Ok. I’m back. I realized when I got there that I haven’t kept my Danish skills up to snuff, but I’m pretty sure Soren answered the accusation with the Copenhagen equivalent of “That’s the dumbest set of objections I’ve ever heard.”  Flacius was too busy trying to put sugar in Melanchthon’s gas tank to respond, but I’m sure he’d agree.

These men and the many other great publishers of essays and treatises like them did not write with false names because they were timid. They had a multitude of reasons from grouping their works by thematic aim, avoiding their own previously known reputations, and sometimes even personal safety. Hell, even Stephen King started using a nom de plume for a bit to see if people were buying his books because they were good or because they had the name King on the cover. Turns out that there’s a lot in a name. The book sold 10 times better when the secret was out.

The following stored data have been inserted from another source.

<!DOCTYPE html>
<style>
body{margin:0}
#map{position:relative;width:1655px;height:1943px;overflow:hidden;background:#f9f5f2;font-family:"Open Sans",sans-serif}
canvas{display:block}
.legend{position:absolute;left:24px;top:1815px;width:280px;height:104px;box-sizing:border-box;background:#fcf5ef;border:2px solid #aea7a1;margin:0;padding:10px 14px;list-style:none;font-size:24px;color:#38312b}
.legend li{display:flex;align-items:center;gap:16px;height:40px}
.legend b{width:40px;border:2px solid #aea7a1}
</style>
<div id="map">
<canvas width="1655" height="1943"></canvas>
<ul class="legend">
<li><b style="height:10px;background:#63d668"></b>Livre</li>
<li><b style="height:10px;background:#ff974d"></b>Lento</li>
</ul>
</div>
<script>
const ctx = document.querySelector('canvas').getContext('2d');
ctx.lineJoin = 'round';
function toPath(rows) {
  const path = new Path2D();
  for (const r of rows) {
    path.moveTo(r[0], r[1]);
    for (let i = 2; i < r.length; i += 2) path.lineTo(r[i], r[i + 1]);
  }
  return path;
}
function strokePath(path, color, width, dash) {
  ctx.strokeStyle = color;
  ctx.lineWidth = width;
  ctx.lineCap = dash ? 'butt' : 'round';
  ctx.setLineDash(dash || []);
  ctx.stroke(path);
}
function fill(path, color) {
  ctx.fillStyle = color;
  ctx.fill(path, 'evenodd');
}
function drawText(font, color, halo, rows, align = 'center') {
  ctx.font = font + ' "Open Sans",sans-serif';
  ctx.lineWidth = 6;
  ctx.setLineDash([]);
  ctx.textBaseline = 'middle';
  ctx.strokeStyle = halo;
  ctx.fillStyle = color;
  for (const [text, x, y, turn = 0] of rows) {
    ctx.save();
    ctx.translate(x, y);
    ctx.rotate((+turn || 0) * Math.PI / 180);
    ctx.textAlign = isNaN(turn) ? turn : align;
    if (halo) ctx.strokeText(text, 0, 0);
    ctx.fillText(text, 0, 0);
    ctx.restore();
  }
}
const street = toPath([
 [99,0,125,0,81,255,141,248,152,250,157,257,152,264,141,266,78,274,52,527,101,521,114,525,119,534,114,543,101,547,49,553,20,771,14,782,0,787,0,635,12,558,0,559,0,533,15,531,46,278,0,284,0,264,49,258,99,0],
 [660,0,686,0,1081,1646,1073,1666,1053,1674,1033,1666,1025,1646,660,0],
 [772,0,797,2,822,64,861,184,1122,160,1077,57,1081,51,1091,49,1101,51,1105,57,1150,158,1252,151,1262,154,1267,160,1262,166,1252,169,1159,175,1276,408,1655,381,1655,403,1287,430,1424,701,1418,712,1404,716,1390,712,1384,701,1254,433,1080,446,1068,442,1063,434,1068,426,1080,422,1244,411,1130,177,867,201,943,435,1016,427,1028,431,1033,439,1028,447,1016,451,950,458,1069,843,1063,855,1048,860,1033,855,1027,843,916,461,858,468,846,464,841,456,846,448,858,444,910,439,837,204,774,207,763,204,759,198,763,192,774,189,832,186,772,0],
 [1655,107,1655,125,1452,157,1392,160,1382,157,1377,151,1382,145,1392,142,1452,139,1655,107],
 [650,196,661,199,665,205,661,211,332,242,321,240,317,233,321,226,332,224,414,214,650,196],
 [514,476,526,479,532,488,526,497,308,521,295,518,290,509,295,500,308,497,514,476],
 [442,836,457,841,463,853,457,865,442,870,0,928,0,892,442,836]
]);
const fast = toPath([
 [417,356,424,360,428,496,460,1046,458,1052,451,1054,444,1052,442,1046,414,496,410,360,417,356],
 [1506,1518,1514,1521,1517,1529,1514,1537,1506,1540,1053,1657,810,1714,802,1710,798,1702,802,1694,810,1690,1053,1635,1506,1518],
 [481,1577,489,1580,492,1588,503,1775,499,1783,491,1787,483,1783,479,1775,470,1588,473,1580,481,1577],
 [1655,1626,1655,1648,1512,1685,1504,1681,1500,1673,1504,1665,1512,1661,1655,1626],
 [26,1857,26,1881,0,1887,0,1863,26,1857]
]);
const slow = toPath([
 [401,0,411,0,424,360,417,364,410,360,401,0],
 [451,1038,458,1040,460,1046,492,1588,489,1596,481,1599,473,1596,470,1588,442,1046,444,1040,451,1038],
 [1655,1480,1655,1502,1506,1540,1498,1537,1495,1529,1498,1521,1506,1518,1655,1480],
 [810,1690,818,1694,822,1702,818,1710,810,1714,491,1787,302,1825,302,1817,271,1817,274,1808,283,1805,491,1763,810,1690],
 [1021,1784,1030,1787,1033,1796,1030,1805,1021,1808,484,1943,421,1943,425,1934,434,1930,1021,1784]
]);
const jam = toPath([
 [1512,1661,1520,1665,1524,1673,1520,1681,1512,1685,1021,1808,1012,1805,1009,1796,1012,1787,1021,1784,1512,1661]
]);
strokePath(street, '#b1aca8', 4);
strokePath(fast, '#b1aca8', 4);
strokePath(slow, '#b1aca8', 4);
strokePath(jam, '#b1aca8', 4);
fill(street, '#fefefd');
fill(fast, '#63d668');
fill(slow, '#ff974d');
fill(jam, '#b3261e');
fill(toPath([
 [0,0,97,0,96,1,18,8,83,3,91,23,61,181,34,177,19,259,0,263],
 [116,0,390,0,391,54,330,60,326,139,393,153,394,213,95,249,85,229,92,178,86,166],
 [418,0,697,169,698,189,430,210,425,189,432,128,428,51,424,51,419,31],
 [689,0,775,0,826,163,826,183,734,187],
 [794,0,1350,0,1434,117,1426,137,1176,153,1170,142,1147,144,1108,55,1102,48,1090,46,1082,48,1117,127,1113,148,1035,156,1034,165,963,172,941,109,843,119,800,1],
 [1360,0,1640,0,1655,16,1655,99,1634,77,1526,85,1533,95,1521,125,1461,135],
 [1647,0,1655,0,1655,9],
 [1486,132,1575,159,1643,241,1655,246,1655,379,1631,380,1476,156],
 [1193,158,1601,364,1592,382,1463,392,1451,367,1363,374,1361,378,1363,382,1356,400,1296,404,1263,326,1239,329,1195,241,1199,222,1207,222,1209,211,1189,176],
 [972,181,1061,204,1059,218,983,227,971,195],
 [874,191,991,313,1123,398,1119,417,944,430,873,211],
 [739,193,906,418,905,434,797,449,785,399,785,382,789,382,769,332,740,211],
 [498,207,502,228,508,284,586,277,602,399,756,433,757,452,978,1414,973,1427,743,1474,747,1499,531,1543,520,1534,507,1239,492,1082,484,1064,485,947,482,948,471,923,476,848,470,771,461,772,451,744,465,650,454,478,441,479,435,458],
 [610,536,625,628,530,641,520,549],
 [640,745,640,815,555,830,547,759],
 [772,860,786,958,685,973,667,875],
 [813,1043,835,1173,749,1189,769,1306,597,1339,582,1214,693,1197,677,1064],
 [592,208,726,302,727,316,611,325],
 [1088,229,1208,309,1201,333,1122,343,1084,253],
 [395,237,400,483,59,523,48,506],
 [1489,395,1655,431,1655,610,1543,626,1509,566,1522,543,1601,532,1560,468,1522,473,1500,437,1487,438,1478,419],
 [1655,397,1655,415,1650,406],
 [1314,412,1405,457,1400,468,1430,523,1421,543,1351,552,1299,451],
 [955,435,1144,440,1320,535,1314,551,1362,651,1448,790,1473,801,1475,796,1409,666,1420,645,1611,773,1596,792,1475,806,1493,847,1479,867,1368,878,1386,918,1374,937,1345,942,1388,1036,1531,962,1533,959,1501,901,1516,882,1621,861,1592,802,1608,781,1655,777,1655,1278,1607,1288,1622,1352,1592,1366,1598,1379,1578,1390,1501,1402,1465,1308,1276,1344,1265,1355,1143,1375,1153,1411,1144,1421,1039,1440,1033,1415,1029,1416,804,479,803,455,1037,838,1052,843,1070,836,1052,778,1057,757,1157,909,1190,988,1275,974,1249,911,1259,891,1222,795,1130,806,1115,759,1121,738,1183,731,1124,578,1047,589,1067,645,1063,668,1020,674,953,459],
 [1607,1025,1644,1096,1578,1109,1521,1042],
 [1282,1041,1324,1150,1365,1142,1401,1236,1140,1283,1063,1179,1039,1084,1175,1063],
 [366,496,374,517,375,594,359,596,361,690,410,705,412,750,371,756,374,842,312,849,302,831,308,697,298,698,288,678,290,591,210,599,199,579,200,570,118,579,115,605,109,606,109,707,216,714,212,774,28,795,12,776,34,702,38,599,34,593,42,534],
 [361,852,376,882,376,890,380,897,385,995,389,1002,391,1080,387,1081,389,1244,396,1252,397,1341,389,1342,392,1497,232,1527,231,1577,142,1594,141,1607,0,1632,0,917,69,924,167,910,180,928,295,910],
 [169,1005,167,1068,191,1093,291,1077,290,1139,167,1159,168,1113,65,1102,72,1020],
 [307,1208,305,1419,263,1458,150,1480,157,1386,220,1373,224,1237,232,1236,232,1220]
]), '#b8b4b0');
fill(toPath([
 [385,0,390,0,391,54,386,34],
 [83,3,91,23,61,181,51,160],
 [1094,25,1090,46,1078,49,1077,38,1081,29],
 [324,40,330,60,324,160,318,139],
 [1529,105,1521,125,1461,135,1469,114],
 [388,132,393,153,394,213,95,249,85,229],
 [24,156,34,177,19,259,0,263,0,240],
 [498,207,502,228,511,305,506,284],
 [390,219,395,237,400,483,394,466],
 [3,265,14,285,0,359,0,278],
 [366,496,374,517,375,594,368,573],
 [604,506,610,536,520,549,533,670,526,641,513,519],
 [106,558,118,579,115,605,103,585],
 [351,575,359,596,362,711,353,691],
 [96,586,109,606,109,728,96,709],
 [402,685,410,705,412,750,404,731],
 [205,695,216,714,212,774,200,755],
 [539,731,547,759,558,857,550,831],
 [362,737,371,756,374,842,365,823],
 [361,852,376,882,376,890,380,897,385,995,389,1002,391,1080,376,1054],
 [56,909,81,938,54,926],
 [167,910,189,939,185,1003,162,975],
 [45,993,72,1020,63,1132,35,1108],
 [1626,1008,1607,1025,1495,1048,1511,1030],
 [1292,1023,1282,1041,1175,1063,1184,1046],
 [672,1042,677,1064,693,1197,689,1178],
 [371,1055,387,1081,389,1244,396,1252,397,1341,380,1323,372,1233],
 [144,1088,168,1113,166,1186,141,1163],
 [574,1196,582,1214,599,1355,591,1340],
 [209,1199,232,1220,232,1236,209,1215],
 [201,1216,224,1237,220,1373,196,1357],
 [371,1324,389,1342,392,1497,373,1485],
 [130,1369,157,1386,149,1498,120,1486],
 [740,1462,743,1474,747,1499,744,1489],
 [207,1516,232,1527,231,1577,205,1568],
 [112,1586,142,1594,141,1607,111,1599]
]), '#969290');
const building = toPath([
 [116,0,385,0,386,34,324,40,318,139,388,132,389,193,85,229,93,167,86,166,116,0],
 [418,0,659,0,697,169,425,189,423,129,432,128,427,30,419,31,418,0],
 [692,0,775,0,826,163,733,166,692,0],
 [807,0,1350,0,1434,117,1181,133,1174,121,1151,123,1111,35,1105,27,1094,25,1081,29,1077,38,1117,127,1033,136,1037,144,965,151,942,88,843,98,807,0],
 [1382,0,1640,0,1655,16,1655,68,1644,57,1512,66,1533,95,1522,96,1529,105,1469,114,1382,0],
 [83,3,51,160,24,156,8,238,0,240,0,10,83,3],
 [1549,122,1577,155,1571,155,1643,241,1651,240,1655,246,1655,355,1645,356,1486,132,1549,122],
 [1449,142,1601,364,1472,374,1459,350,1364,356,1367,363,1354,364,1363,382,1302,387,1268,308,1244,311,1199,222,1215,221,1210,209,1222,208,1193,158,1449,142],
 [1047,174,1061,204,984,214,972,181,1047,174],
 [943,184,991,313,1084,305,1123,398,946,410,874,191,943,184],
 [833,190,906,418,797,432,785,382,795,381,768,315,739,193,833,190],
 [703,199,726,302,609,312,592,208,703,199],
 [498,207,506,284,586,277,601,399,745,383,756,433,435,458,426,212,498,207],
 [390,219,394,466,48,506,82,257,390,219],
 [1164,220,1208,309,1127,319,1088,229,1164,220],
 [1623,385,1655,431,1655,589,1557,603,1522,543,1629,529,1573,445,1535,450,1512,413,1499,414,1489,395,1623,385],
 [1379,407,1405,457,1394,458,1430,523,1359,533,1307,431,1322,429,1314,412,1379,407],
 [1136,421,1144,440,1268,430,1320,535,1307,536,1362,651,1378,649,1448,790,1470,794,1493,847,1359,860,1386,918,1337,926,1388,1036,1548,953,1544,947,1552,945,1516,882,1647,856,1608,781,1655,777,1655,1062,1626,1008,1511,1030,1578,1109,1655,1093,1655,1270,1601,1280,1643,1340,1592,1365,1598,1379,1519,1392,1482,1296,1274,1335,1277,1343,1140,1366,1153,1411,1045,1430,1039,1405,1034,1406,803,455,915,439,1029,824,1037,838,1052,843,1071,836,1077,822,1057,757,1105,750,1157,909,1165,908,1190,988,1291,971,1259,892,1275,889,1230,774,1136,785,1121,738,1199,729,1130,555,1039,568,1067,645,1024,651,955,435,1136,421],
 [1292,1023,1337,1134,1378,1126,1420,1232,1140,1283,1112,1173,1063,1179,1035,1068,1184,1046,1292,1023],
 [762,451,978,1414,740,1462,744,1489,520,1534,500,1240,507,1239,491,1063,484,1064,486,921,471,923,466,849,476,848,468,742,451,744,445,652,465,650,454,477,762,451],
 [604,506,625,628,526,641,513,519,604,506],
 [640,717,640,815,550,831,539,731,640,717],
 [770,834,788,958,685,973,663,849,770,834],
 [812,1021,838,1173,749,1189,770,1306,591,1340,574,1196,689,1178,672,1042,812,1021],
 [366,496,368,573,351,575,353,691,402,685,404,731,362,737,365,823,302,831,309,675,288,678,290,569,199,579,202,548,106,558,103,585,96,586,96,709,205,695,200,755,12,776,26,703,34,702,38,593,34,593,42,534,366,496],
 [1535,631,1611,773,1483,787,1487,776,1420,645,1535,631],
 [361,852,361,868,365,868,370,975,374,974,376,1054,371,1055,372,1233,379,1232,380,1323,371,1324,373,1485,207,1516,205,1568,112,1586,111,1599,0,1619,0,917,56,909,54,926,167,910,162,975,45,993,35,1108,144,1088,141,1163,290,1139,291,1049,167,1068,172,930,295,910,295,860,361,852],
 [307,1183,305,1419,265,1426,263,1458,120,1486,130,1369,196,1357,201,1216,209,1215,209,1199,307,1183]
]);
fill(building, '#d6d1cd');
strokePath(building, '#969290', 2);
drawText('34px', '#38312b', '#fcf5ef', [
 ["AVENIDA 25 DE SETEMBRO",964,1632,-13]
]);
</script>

You see, when it comes to opinions, thoughts, writings, musings, and other types of literary diarrhea which get posted on the internet, their inherent nature is usually ridiculously egotistical. The thoughts, arguments, points, and rhetoric get immediately weighed and measured before they are read and processed. The measure of a man and his ideas in this age of glowing screens and smartphones is no longer his capability of communicating, but rather the little blue name next to his attempted Facebook wit or Twitter blather. Not only that, but those who build their own little following in the world of the tubes begin to get careless with their method and statements and, like the American Church, begin to say and signal whatever will continue to grow their number of likes and retweets. It’s all pretty disgusting.

It’s then no surprise that the loudest complaints about the pseudonymous nature of DoorCellarThe came from those among the Lutheran milieu for whom the descriptor “self-aggrandizing” is an all too perfect fit.

Cowardly? Eh, maybe, but not likely. That’s not the reason for the editorial choice for fake names. Instead, we aspire to be a place where ideas, poetry, essays, and just plain suggestions can be floated out among the web-o-sphere without the weight or curse of nonymous reputations. The ideas have to stand for themselves because that’s the only thing any reader will know about what he’s reading. Maybe you’ll be able to read into the choices different people have made for their pseudonyms, maybe not. Maybe you’ll be convinced you know who wrote this or that. Maybe you’ll be right, but more than likely you’d be surprised. To tell the truth, I know that there are several accounts for this little e-think tank of whom I am unaware of the “real” identity. It’s more fun that way. We are Cellar for we are many….or at least several.

So maybe some of you will get offended by some of the things presented there. Feel free to respond, but be aware that since the nature of the Cellar is one centered on rhetoric and discussion, you may wish to check your emotional reactions and self-importance at the door.